Comment annoncer cette pièce sans parler de son créateur, des questionnements et des frustrations qui l’habitent ? Il a créé Suie pour que le public s’en souvienne et non pas pour qu’elle plaise, comme il l’a fait pour sa trilogie qui lui a valu la reconnaissance de ses pairs et Fake, une pièce controversée qui n’a été présentée qu’une seule fois à Lyon en 2015. «Si j’étais diffuseur – et je pense que je vais devenir fuckin diffuseur –, je préférerais un spectacle qui fait enrager le monde qu’un spectacle auquel tu ne penses plus 30 secondes après.»
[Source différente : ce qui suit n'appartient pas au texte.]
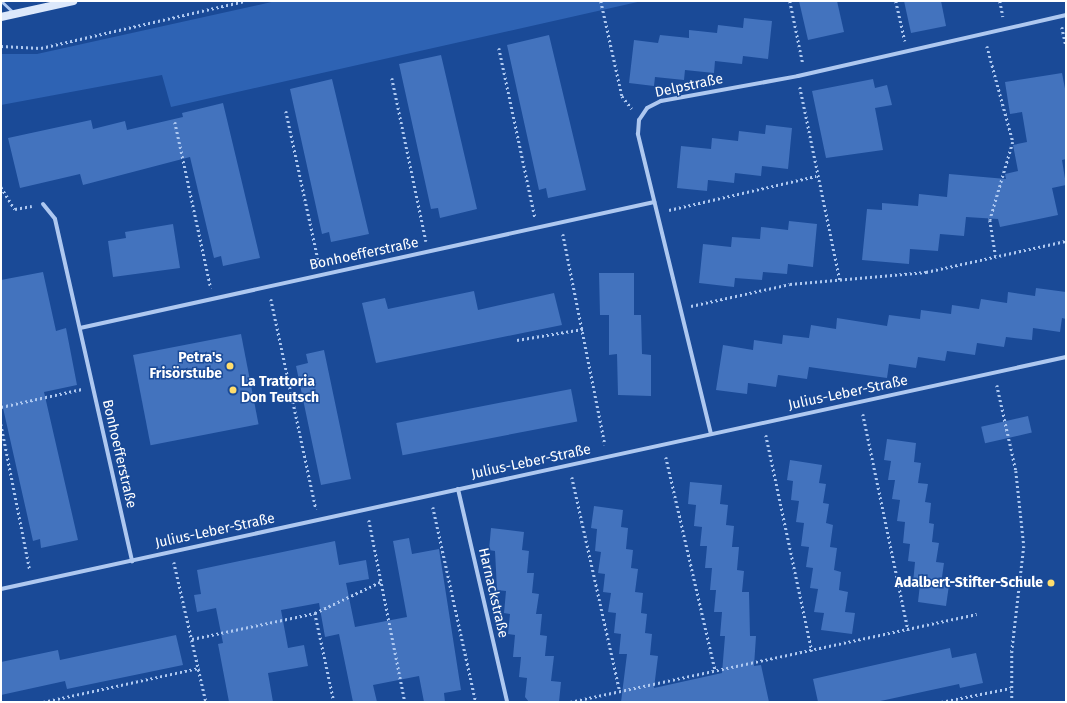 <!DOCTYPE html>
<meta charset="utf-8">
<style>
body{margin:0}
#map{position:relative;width:1067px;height:703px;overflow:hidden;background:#1a4a97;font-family:"Fira Sans",sans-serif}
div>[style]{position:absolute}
.green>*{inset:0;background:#2e63b4}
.building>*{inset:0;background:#4373be;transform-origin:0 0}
.path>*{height:2.5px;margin-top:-1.25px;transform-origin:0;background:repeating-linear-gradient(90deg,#aec8f0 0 2px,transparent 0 5px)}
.service>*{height:3px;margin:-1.5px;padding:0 1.5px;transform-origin:1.5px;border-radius:1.5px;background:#aec8f0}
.minor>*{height:4px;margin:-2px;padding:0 2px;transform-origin:2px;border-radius:2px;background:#aec8f0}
.secondary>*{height:8px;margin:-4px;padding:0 4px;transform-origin:4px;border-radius:4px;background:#dce8fb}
.dots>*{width:11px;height:11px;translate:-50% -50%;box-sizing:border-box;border:2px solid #1a4a97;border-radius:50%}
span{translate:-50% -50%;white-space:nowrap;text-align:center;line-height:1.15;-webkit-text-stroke:3px #1a4a97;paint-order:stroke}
.street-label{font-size:14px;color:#fff}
.poi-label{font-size:14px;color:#fff;font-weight:700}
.right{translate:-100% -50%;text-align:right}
.left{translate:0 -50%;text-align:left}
.frame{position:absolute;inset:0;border:2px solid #fff;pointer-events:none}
</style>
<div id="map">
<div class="green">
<div style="clip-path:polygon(276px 1px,642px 1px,171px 107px,162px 75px,1px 105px,1px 54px,37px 54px)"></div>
</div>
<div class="building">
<div style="clip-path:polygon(799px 1px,837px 1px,844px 32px,808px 40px)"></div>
<div style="clip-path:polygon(904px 1px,941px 1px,946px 26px,911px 33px)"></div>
<div style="clip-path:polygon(744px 18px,772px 21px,768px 59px,743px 56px,742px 64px,715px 61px,714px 73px,685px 70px,684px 80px,655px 77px,654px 86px,629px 83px,634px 40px,658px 43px,660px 35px,689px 38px,689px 30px,717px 33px,718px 25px,743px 28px)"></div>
<div style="clip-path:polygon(549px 35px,586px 190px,548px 198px,546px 188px,539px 190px,507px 45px)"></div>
<div style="clip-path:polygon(441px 55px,477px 209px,440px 218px,438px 208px,431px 209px,399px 64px)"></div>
<div style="clip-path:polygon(1062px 73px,1066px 94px,1066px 159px,1062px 160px,1066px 185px,1052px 188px,1058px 215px,1000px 227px,998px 219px,966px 217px,964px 236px,940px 234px,938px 251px,910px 249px,909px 264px,862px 260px,867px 209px,882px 210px,882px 203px,918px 206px,919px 194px,947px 197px,949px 174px,1006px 179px,1005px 174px,1018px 171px,1013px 145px,1027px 142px,1022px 112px,1010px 114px,1005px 82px)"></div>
<div style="clip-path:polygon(332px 79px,369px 234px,331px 242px,329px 232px,322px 234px,290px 89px)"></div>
<div style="clip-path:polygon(873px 79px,875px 88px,887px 85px,892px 105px,875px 108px,883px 150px,826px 158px,812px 91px)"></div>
<div style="clip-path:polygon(223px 103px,260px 258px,223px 266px,221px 256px,214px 258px,190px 157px,83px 185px,80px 174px,20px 188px,8px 138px,91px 120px,93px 129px,125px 121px,127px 130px,183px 117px,182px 113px)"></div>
<div style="clip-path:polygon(766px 125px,792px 128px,788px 169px,762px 166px,761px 176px,735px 173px,734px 183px,708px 180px,707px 191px,677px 188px,681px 146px,711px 149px,712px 138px,738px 141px,739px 131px,765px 134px)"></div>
<div style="clip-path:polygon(789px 221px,817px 224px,813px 267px,788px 264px,787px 274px,763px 272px,762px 280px,735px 278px,734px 287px,699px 283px,703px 244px,731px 247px,732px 237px,760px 239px,761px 227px,788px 230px)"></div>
<div style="clip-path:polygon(173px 224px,180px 268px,113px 277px,108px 241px,126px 238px,125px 232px)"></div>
<div style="clip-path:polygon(43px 272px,56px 331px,66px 328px,77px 385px,44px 392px,78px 540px,41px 548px,40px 539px,33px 541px,1px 399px,1px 280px)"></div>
<div style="clip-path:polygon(599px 273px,634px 273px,634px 315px,641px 315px,642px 354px,651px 355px,651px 396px,618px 395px,617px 354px,609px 355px,609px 315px,600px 315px)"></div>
<div style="clip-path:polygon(1036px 288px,1066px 292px,1066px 319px,1062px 318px,1060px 332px,1033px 328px,1032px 340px,1006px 337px,1004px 347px,977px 343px,975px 355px,947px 351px,945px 361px,918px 357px,916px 368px,889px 364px,887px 378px,809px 367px,807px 379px,778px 375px,776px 387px,748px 383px,747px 394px,716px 390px,723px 345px,753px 350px,754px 340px,782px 344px,783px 335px,809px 338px,811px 325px,836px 329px,837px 318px,887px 326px,889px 315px,920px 319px,921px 310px,951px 314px,952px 305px,979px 309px,981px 299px,1007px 303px,1008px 292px,1035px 296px)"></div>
<div style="clip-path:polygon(474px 291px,478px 310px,554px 293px,562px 325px,376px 363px,362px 303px,385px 298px,388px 309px)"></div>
<div style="left:241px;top:334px;width:92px;height:110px;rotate:79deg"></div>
<div style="clip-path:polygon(324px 350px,351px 479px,321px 485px,296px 366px,308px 363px,306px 354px)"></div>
<div style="left:571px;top:389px;width:33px;height:178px;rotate:79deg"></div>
<div style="left:1028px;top:416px;width:17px;height:48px;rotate:77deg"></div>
<div style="clip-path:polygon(887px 439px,916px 443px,914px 462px,921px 463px,918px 483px,928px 484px,925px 502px,931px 503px,929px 523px,934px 524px,932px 542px,939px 543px,936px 562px,944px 563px,941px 584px,949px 585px,946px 606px,918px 602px,920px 584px,913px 583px,915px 562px,908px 561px,910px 544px,903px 543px,905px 522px,897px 521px,900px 500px,892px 499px,895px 480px,888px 480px,891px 461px,884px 460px)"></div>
<div style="clip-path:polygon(790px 460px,822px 465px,819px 483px,826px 484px,823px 503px,829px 504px,826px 523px,833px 525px,830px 547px,837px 548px,834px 570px,841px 572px,839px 590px,848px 592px,845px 612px,855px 613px,852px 634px,821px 630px,824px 613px,814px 612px,818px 589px,810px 588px,813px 568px,806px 567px,809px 547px,801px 546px,804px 523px,796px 522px,799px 501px,791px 500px,793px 481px,787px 480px)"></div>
<div style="clip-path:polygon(690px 482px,722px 485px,720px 504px,728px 505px,726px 525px,734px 526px,732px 547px,739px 547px,737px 570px,744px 571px,742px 592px,749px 592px,750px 636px,756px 636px,754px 666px,761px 665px,769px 702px,621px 702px,627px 654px,619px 654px,621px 634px,614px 633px,616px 613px,608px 612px,611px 593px,603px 592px,605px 574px,598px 573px,601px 552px,595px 551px,597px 529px,591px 528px,594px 506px,623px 510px,621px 527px,628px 528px,626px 549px,633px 550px,631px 568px,638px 569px,635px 592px,643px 593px,641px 613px,647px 614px,645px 633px,652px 634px,650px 655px,658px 656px,654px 688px,722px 673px,725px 636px,720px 636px,722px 612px,714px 612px,716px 590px,710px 590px,712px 568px,705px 568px,707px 546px,700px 546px,702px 527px,694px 526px,696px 505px,688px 504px)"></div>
<div style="clip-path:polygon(491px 528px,524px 532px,522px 550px,529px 551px,527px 573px,534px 573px,532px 593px,539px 594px,536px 614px,542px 614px,540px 635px,547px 636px,545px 656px,554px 656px,551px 681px,561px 682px,559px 702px,529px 702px,525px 697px,527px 678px,519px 677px,521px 657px,513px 657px,515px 635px,508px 634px,510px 614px,504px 613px,506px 591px,497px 590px,495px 551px,489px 550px)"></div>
<div style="clip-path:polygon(409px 538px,412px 554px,439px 549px,461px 690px,444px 693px,445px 702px,424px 702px,419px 676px,373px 685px,377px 702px,353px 702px,339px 634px,325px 637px,319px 603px,281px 610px,288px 648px,304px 645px,308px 666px,268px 673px,273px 702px,229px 702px,218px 644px,223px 643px,216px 608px,197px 612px,194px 595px,201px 594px,197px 570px,335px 541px,339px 565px,366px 560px,369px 579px,346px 583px,355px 627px,407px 617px,393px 541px)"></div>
<div style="clip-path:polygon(176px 635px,183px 665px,67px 689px,65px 681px,1px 695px,1px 662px,58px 650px,60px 660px)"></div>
<div style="clip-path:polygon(950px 648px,952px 658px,976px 653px,983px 683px,960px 688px,959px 684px,876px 702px,818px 702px,813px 679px)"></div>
</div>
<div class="path">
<div style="left:601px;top:1px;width:97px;rotate:77.5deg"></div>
<div style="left:622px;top:96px;width:16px;rotate:52deg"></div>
<div style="left:790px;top:1px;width:64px;rotate:78.3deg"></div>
<div style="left:896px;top:1px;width:41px;rotate:77.3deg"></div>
<div style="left:1000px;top:1px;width:16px;rotate:79deg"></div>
<div style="left:1062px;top:27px;width:19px;rotate:78deg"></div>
<div style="left:1px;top:46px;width:40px;rotate:2.9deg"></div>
<div style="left:41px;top:48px;width:209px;rotate:-13deg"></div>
<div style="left:987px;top:46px;width:99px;rotate:74.8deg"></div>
<div style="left:1013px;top:142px;width:81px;rotate:106.4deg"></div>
<div style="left:990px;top:220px;width:36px;rotate:81deg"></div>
<div style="left:499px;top:48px;width:173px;rotate:78deg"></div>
<div style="left:392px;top:78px;width:167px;rotate:78.2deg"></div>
<div style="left:800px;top:87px;width:197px;rotate:78.3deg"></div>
<div style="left:286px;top:111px;width:157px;rotate:77.8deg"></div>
<div style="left:175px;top:122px;width:170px;rotate:77.8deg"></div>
<div style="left:1px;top:187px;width:26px;rotate:58deg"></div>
<div style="left:15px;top:209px;width:17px;rotate:-10deg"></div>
<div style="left:669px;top:210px;width:151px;rotate:-13deg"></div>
<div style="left:563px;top:234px;width:215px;rotate:78.7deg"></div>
<div style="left:271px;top:299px;width:215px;rotate:77.9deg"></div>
<div style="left:691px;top:306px;width:101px;rotate:-12.5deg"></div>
<div style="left:790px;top:284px;width:137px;rotate:-5deg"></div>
<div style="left:926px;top:272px;width:143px;rotate:-12.5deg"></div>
<div style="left:517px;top:340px;width:67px;rotate:-9.5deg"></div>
<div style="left:997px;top:385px;width:88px;rotate:77.5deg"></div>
<div style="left:1016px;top:471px;width:75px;rotate:83.9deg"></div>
<div style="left:1024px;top:546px;width:106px;rotate:96.5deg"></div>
<div style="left:1012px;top:651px;width:51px;rotate:90deg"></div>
<div style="left:1px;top:407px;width:83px;rotate:-12.5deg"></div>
<div style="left:863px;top:414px;width:221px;rotate:78.2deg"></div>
<div style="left:1px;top:424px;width:149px;rotate:78.8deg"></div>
<div style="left:766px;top:435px;width:221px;rotate:78deg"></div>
<div style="left:666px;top:457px;width:219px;rotate:77deg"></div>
<div style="left:572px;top:477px;width:219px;rotate:77.4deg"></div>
<div style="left:433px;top:507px;width:200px;rotate:77.6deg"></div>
<div style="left:369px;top:520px;width:186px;rotate:78.8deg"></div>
<div style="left:174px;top:562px;width:144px;rotate:77.1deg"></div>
<div style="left:315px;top:613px;width:74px;rotate:-25.5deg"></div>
<div style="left:192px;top:639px;width:126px;rotate:-11.9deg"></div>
<div style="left:315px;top:613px;width:91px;rotate:77.9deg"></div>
<div style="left:43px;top:702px;width:160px;rotate:-12.3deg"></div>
<div style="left:570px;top:702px;width:416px;rotate:-12.2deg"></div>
<div style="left:941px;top:702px;width:71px;rotate:-11.3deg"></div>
</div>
<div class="service">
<div style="left:1px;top:1px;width:18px;rotate:43deg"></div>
</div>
<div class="minor">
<div style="left:43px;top:204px;width:19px;rotate:51deg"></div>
<div style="left:55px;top:219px;width:351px;rotate:77.3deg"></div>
<div style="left:80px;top:328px;width:588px;rotate:-12.38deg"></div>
<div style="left:711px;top:434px;width:309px;rotate:-103.7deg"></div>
<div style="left:638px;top:134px;width:14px;rotate:-86deg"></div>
<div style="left:639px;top:120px;width:14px;rotate:-56deg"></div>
<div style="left:647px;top:108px;width:16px;rotate:-27deg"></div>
<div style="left:661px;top:101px;width:139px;rotate:-10.3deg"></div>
<div style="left:798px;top:76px;width:275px;rotate:-12.8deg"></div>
<div style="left:458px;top:489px;width:219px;rotate:77deg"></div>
<div style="left:1px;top:589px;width:1090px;rotate:-12.29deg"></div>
</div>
<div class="secondary">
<div style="left:1px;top:17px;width:74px;rotate:-12.5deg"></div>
</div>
<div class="dots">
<div style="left:230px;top:366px;background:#ffdd6d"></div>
<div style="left:233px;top:390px;background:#ffdd6d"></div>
<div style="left:1051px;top:583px;background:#ffdd6d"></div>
</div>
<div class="street-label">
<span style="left:689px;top:86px;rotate:-12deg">Delpstraße</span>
<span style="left:364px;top:254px;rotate:-12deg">Bonhoefferstraße</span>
<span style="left:848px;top:393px;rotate:-12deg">Julius-Leber-Straße</span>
<span style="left:119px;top:454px;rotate:77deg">Bonhoefferstraße</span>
<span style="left:531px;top:462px;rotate:-12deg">Julius-Leber-Straße</span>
<span style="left:215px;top:531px;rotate:-12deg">Julius-Leber-Straße</span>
<span style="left:493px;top:593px;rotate:77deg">Harnackstraße</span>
</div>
<div class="poi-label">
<span class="right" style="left:222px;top:366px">Petra's<br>Frisörstube</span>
<span class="left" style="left:241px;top:390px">La Trattoria<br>Don Teutsch</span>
<span class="right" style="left:1043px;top:583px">Adalbert-Stifter-Schule</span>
</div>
<div class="frame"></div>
</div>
Avant d’occuper la 5e salle de la Place des Arts pendant huit soirs, c’est à l’Arsenal qu’un premier extrait a été dévoilé au public: «Je construis et déconstruis des tableaux. Ça leur fout la chienne [aux interprètes], mais c’est ça travailler avec Dave St-Pierre. On vous montre des affaires, advienne que pourra.» Il manquait de chaises pour cette soirée informelle, parce qu’évidemment, Dave St-Pierre attire les foules. Un vedettariat dont il déplore l’écosystème qui l’a construit. «Je chiale beaucoup. Je suis exigeant, pas envers les interprètes, mais pour tout le reste, pour qu’il y ait une coupure. Les producteurs et les médias veulent mettre tout le monde dans des p’tites boîtes.»
C’est en partie pour cette raison qu’il a décidé de partager la place publique avec Anne Le Beau, qui l’accompagne dans toutes ses entrevues. Interprète dont la réputation n’est plus à faire, elle est par contre moins connue du grand public. Cependant, c’est elle qui a instauré le projet: «Je voulais travailler avec Dave. Chaque fois que je voyais ses pièces, j’avais le goût d’être dedans.» Cette volonté a suffi et la collaboration s’est concrétisée il y a deux ans. À 53 ans, après avoir collaboré avec plus de 25 chorégraphes et formé des générations de danseurs, c’est la première fois qu’un créateur «titille autant ses nerfs». La première fois qu’elle approche une première sans «avoir répété mille fois une section jusqu’à ce qu’on la sache sur le bout de nos doigts. De savoir que je vais faire le spectacle et que l’inconfort que je vais avoir en fera partie». Ce qui forge l’empathie du public, c’est l’authenticité des pièces que signe Dave St-Pierre, pour qui les faiblesses d’un spectacle sont nécessaires: «Quand ça commence à devenir bon, ça m’emmerde.»
Le chorégraphe est plein de doutes et d’assurance à la fois. Ce qui prévaut, c’est sa volonté de foncer et «d’aller au bout d’une affaire jusqu’à en crever», un peu comme Jeanne d’Arc, dont il dit s’être inspiré pour la pièce. De l’héroïne et de son histoire, il en conserve surtout les états, ceux du désespoir, de la souffrance, de la mort. Un thème qu’il aborde sans jugement: «Je ne le rends ni beau ni laid. C’est juste là.» Un détachement obligatoire de nos jours, parce que selon lui, «parler de foi, de résilience et d’adversité ne sert plus à rien. Il faut réinventer ces mots-là, ils sont tellement galvaudés».
Dave St-Pierre est de retour, avec une scénographie qui rappelle une salle d’attente un peu «redneck» qu’il s’amuse à qualifier avec sarcasme «son décor TNM» – avec un plancher en pente, un prélart gris et des chaises jaunes «laittes», une machine distributrice Pepsi et une plante qui est en train de mourir. Il a choisi d’y mettre en scène les interprètes Bernard Martin et Hubert Proulx qui, tout comme Anne Le Beau, n’en sont pas à leur premier mandat. Toutefois, le chorégraphe réussira probablement à les déstabiliser pour les amener dans un état de vulnérabilité afin de traiter l’essentiel: l’existence et son impermanence.
Suie est ton implosion.
Ta cage de peau translucide et cassante.
Des secousses destructrices et des élans de béatitude.
Ta carcasse paralysée.
Un lieu romanesque et illusoire pour échapper à toute douleur.